Forum OpenACS Q&A: Re: Re: Assessment - urgent

Collapse
Posted by Peter Alberer on
Rocael, could you find out WHY exactly those deadlocks are happening in the assessment package? I experienced similar problems but am not really sure why the deadlocks are appearing...
Collapse
Posted by Carl Robert Blesius on
Peter, we discovered the deadlock problem over the past few days as well and I asked Solution Grove to look into it. Looks like Roel was able to find a work-around yesterday (he added a while loop that will retry if it comes up):

http://xarg.net/tools/cvs/change-set-details?key=22801

Below is info I found in the Postgres Doc. Maybe Roel or Eduardo (the author in this case) could chime in the interest of incremental improvements? I am wondering if it had to do with a user double clicking or if it is more serious. I was actually doing some live usability testing when this came up on Monday and I think the person I was watching might have double clicked between sections (although she was not sure and I was not watching her hand).

Carl

"Use of explicit locking can cause deadlocks, wherein two (or more) transactions each hold locks that the other wants. For example, if transaction 1 acquires an exclusive lock on table A and then tries to acquire an exclusive lock on table B, while transaction 2 has already exclusive-locked table B and now wants an exclusive lock on table A, then neither one can proceed. PostgreSQL automatically detects deadlock situations and resolves them by aborting one of the transactions involved, allowing the other(s) to complete. (Exactly which transaction will be aborted is difficult to predict and should not be relied on.)

The best defense against deadlocks is generally to avoid them by being certain that all applications using a database acquire locks on multiple objects in a consistent order. One should also ensure that the first lock acquired on an object in a transaction is the highest mode that will be needed for that object. If it is not feasible to verify this in advance, then deadlocks may be handled on-the-fly by retrying transactions that are aborted due to deadlock.

So long as no deadlock situation is detected, a transaction seeking either a table-level or row-level lock will wait indefinitely for conflicting locks to be released. This means it is a bad idea for applications to hold transactions open for long periods of time (e.g., while waiting for user input)."

Collapse
Posted by Peter Alberer on

I have also thought about double clicking as the cause of the problem, but i am not so sure now. Prior to our last big evaluation, i have added the following to the submit button in
packages/assessment/www/assessment-section-submit.adp:

input type=button value="assessment.Submit" onclick="this.form.submit(); this.disabled=true; this.value='Verarbeitung läuft...'; return true;"

The javascript code disables the submit button and the user cannot easily submit the form twice (maybe with the return button on the keyboard). Despite this change, we had the deadlocks appearing :(

Collapse
37: Deadlocks (response to 32)
Posted by Roel Canicula on
The deadlocks can still happen if two or more people access the same assessment at almost the same time (the double-click probably could have caused it if nobody else is accessing). I traced the deadlock to as::item_data::new which gets called for each question displayed in the assessment.
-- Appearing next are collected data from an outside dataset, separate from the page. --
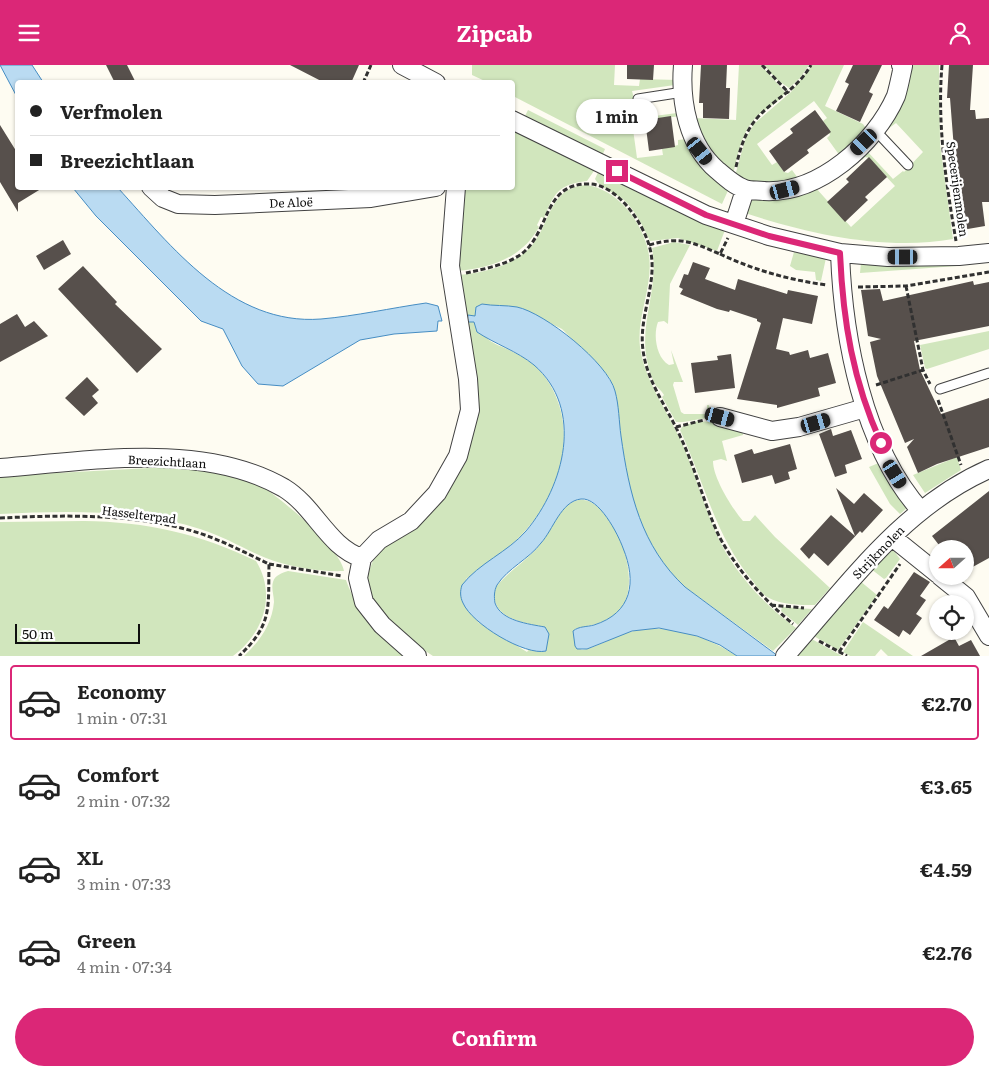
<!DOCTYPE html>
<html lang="en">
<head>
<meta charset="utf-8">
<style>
	body { margin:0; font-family:Literata,serif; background:#f2f2f2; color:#222; height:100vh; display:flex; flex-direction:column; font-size:19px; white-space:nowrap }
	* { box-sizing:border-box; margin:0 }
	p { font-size:16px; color:#767676 }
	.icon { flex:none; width:28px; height:28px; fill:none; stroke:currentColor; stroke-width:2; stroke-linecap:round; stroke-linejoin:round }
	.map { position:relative; height:591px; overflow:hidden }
	.side { display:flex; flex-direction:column; background:#fff; flex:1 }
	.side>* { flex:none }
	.hud { position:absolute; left:15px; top:15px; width:500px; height:110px; border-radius:5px; box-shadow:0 1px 4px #0004; display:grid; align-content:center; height:110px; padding:0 15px; background:#fff }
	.needle { width:32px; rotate:249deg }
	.buttons { position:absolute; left:929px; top:475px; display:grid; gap:10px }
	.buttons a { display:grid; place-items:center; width:45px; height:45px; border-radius:50%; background:#fff; box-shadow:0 1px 4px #0004; font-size:25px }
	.scale { position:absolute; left:15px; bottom:12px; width:125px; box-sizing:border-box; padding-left:5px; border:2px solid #0f0f0f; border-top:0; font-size:14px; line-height:18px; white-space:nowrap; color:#0f0f0f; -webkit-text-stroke:4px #fff; paint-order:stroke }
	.end { position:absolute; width:22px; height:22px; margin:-11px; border:6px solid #db2777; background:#fff; box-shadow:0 0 0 2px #fff }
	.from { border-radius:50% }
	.bubble { position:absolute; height:35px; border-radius:18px; background:#fff; box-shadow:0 1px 4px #0004; font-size:16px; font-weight:700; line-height:35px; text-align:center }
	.car { position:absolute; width:15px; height:30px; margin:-15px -8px; border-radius:6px; box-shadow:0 0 4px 1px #0007; background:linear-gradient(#222 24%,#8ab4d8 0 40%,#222 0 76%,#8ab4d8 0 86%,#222 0) }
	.hud b { display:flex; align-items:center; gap:18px; height:48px; font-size:19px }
	.hud b+b { border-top:1px solid #e0e0e0 }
	.hud i { width:12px; height:12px; background:#222 }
	ul { padding:9px 0 0; list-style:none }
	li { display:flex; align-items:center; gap:15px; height:75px; margin:0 10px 8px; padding:0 5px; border:2px solid transparent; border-radius:5px }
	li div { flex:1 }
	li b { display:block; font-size:19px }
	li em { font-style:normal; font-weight:700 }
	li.active { border-color:#db2777 }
	li>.icon { width:45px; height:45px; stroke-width:1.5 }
	.primary-button { display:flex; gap:10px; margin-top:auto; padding:10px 15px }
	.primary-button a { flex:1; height:58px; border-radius:30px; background:#db2777; color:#fff; font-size:20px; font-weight:700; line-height:58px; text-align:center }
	header { display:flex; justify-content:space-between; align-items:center; height:65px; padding:0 15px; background:#db2777; color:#fff; font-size:22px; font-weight:700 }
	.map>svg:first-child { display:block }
</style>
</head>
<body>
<header><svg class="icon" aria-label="menu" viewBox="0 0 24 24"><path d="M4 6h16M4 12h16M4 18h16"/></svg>Zipcab<svg class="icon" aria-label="person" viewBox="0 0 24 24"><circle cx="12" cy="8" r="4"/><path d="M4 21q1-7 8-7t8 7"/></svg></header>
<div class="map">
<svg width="989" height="591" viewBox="0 0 989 591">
	<rect width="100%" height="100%" fill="#fefcf2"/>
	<path fill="#d1e6bd" d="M472,0H615L614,20L639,21L640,14L678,15L675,20L632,26L639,53L677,48L681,51L632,57L637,93L663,90L662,84L678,80V75L687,74L730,121L722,139L513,31L512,18L487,17L472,10Z
		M739,0H761L785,27C781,37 764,44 756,52C741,69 738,89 733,110L711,93L693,53L736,55Z
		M764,0H809L800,13L789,23L776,14Z
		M812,0H844L825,41L863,59L867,65L840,91L827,73L830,70L823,56L827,53L814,36L757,79L772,100L777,97L784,107L788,108L792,105L800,116C778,121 756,119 735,111L745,75L754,59L791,27Z
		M910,0H939L940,79L953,174C886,186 808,169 745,148L752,133L815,122L851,162L895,121L869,93L865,92L862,95L857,90L867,86L893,114L903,106L904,107L923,87L896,58L884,67Z
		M528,45L605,84L602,91L524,53Z
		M513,62L596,103L587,116C559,119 554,128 544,153L541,152L537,160L539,162C522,193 491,203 457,206L461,123L512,122Z
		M599,105L725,165L717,186L678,173L650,176C643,161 636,147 624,135C616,129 599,122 595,114Z
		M586,120C616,124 639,153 647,181C657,215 636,248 640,282C645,316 665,342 679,372C694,403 702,437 716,468C732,505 763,539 796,563L773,586L685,522L671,509L655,486L641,462L633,438L625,405L615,326L609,312L562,264L516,242H504L474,257C479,263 483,270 489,275C494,279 503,282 509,285C522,291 537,300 545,312C580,360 562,425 525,466C508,485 487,500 466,514L478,557L527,587L545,562C522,558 487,552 496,522C509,505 530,494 542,477C552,464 559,442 575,436C608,423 650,519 617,548C606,559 589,560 575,564V581L582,585L587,584C603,579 619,569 634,566C671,558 707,572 737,591H433L412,577L372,539L366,514L374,493L386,481L403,471L466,389L457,210C482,209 517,200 533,179C551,156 550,122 586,120Z
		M674,177L690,180L670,219L668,259L664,256L658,257C653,269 656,293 669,300L674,299L671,285L683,317H674L673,320L681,347L684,349H707V340H709L711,353C699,353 687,358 676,357L662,332L664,330C660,323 657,324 654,317C631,266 661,231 652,183Z
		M794,187L826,193L821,216L816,215L815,207L796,205L790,201Z
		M861,198H956L957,201L860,208Z
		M989,266V284L927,304L925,303L920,280Z
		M698,356L711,357L742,364L743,370L722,376L727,396L721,394L713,396C713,413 732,443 743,456H750L755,450L775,472L830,523L815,540C798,540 782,540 767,532C762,529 756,521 752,515C715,471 704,416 680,365L683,361Z
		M957,392L961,405L925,428L913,410Z
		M881,397L908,442L900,449L890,439L869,402Z
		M169,402C190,405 231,407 249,414C271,423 341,483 344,506C320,507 289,502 266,493C244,484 223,471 200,464C137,444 65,446 0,449V411Z
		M84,456C147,457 198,468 256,496C277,530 263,569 233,591H0V457Z
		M891,482L900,494L886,513L884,514L871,504Z
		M288,506L346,515C357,548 381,568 405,591H244C260,576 272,559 274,537C274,531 271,523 273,517C275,510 282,508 288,506Z
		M860,516L877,530L838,585L812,570Z
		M782,542L812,544L798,560L781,546Z
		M863,557L913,591H888L881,584L875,591H850L843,587Z
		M810,573L842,591H796Z"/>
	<path fill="#badbf2" stroke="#468dc3" d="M0,0H32L43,17L18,18L17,32Z
		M73,123H118C171,181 232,261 321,254C356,251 391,243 426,238L438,241L442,256H438L437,266L394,269L360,275L283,321L258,319L242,301L223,264L201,256L96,151Z
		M482,239C493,241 506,240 517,242C545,248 608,298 615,326C619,340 619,357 621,371C629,428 641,481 685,522L778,591H737L720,580L697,571L659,563L632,566L587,584H577L575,581L573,566C579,561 587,562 594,560C632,548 637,517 623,483C618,469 599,432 581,434C561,436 553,465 541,478C529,494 508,503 497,520C494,526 494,532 495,538C501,556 529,559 545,562L549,569L546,586C525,591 472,559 463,538C460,532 460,526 462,520C479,498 508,487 526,466C564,421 585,344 534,300C517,286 495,279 477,267L474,257H467L468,250L475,251L476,242Z"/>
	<path fill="#57504c" d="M106,0H127L136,18H115Z
		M290,0H359L351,18H325Z
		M627,0H654L653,15L627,14Z
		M701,0H727L726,23H730L729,54L703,53V38H699Z
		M853,0H882L869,27L873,29L860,57L836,46L849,19L845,17Z
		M949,0H973L970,45H975L976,54L989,53V137H982L985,161L962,165L954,110H956L950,33H947Z
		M815,45L831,67L807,85L809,88L784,107L769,86L793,68L790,64Z
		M671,51L675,82L649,86L645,55Z
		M0,60L18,89V122H44L18,138V147L0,117Z
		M869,92L887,112L865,132L868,135L845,157L827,137L849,117L846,114Z
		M63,175L71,189L44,205L36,191Z
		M693,197L710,203L705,214L735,225L738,214L787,229L788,225L818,231L812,259L783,253L776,284L789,287L790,290L808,285L810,293L828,288L836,318L818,323L820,331L777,343V340L737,334L761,258L757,256V254L730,245L729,247L717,244L680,229L683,224L679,222L684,209L688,210Z
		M83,201L117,237L115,239L162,284L137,308L58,224Z
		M973,216L974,220L989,217V261L914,276L920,305L941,349L989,333V382L937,399L918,408L907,382L914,374L905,378L877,311L870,277L881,274L868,271L861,225L880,224L883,236Z
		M17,249L25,262L34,256L48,271L0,297V259Z
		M731,289L735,323L695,328L691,298L718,295L717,291Z
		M87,312L99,325L92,331L98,338L84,351L65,333Z
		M831,364L833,371L851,365L862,394L845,400L847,408L835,412L819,369Z
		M790,379L797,404L788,407L790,414L775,419L772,410L742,418L734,390L752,384L754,389Z
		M836,423L854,439L864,428L883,445L862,468L860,466L828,501L814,488L809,494L800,484L831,450L855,471Z
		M989,426V493L969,504L965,497V484H942L932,471Z
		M914,507L930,517L920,531L926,535L916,549L922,553L910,570L903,565L899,572L874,555L884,541L888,544Z
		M954,572L959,581L971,575L980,591H921Z"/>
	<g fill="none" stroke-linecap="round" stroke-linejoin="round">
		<g stroke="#424242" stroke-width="11">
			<path id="lane" d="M638,34L683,27
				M875,65L908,100
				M940,324L989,308"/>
		</g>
		<g stroke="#424242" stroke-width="20">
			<path id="street" d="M402,0L436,18
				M683,0C680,37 688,80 717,105C725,112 735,121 745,124C750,126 758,125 764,126C819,129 875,79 896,31C899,21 901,10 903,1L901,0
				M512,55L706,150L769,171L840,188L888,192L959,191L989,188
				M151,122L163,133L178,139L215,140L371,133L436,122
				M734,159L745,125
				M840,188C843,273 863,381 921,446
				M720,352L772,366L799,362L865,343
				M0,403C89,396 203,376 284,423C315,442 328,482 362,493
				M892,472L938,509
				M940,511L966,532L989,571
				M417,591L382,560L364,537L358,513L362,493L379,475L411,456L437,428L458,391L470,345L468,314L450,201L456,122
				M785,591C846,523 902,442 989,404"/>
		</g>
		<path stroke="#313131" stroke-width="3" stroke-dasharray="5 2.5" stroke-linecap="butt" d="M762,0L789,28
			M942,0C937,60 946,117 956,176
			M363,18L371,0
			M736,102C740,84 745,66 758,52C776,32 796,26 811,0
			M649,180C681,171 691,177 720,189L728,173
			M720,189C754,205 789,215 827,220
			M466,208C484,204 505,200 520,190C551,168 542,118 589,119C616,119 642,156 649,180C660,215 638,250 643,285C647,317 667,342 680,371C696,404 704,440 720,473C738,506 764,535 793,559
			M906,221L923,305L930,319
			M858,222L906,221L989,207
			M876,320L923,305
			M938,335L961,400
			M676,362L704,355
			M0,453C65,450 136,448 199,468C223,476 246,488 269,499C268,543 273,559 239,591
			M269,499L342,511
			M771,540L804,543
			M819,576L847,591
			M839,587L900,499"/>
		<use href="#lane" stroke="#fff" stroke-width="9"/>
		<use href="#street" stroke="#fff" stroke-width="18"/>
	</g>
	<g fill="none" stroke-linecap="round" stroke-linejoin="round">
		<path stroke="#db2777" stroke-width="6" d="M617,106L706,150L769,171L840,188C843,257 853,316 881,378"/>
	</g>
	<g text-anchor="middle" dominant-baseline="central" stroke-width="5" stroke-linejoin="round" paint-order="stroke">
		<g font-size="12" fill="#0f0f0f" stroke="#fff">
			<text transform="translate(958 124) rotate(82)">Specerijenmolen</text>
			<text transform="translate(291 137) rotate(-2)">De Aloë</text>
			<text transform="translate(167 396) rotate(3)">Breezichtlaan</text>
			<text transform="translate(139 449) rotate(7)">Hasselterpad</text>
			<text transform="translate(878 487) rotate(-46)">Strijkmolen</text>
		</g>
	</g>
</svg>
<div class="buttons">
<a><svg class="needle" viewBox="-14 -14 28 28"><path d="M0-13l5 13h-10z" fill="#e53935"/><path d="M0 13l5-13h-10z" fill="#767676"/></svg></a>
<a><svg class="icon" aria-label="locate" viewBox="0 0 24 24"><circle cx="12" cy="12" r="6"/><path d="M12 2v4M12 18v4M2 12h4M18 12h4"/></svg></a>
</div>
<div class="scale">50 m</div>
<i class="end from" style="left:881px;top:378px"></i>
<i class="end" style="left:617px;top:106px"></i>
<div class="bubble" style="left:576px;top:34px;width:82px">1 min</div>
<i class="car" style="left:864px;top:77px;rotate:226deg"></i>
<i class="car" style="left:700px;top:86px;rotate:141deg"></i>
<i class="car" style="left:785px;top:125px;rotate:75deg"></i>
<i class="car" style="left:903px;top:192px;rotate:270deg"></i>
<i class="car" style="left:720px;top:352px;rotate:105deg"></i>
<i class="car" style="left:816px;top:358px;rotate:74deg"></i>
<i class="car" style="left:895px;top:409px;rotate:148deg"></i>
<div class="hud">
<b><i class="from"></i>Verfmolen</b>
<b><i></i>Breezichtlaan</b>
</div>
</div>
<section class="side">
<ul>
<li class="active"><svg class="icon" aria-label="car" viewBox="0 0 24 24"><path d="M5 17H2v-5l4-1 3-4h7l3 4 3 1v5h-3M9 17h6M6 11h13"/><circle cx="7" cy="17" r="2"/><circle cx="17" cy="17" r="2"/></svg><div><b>Economy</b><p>1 min · 07:31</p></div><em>€2.70</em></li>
<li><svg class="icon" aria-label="car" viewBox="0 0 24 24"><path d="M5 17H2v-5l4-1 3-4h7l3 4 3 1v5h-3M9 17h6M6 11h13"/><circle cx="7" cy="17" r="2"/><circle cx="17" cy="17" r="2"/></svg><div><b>Comfort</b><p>2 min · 07:32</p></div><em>€3.65</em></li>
<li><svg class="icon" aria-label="car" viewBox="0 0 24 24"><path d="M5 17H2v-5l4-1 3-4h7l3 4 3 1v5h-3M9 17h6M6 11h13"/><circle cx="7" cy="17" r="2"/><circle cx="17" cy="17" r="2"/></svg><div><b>XL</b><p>3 min · 07:33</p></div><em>€4.59</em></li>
<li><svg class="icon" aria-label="car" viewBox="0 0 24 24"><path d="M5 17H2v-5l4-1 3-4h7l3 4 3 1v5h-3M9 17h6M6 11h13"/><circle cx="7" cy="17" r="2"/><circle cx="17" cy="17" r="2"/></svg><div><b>Green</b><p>4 min · 07:34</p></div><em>€2.76</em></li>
</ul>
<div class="primary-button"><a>Confirm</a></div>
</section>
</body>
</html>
It easily deadlocked when I ran procs that called it concurrently and in a loop. I also saw deadlocks from as::session::new and as::session_data::new but less frequently.

At first we thought this was caused by nested transactions but I ran the procs without the transactions and they still deadlocked.

Dave suggested that it could be a problem with insert to view and that we try to replicate the problem with much simpler code to find out if the problem is with the CR itself. I'm going to try that later.

Collapse
Posted by Rocael Hernández Rizzardini on
Peter, I do know.
Is because the creation of CR items / revisions, which is heavily used in assessment. Also the db_transactions that locks the cr_item / revision tables are affecting as well.

Imagine you are serving an assessment with 20 questions, to 20 persons at the same time, and the creation of an new cr_item takes about 100 ms, that will end up in big delays to serve the request (if you increase the deadlock timeout) or you'll end having the deadlock. In this example, takes 2000 ms to create all the items of a given assessment, by 20 persons is about 40 seconds in total to create all the items requested at the same time, eventually you'll have deadlocks, and they will propagate among all the applications that might be using (creating / updating) cr_items / revisions at the same time.

Finally, intensive concurrent use of the CR is NOT scaling so far.

Collapse
Posted by Rocael Hernández Rizzardini on
The answer is to NOT use CR, specially when serving the assessment and for the answering, at least be able to turn it off.

Retry to process something is just good if you DO NOT even care having your users waiting long periods of time for the page to be served, something that you don't want specially when you aim to serve pages in less than 1 sec.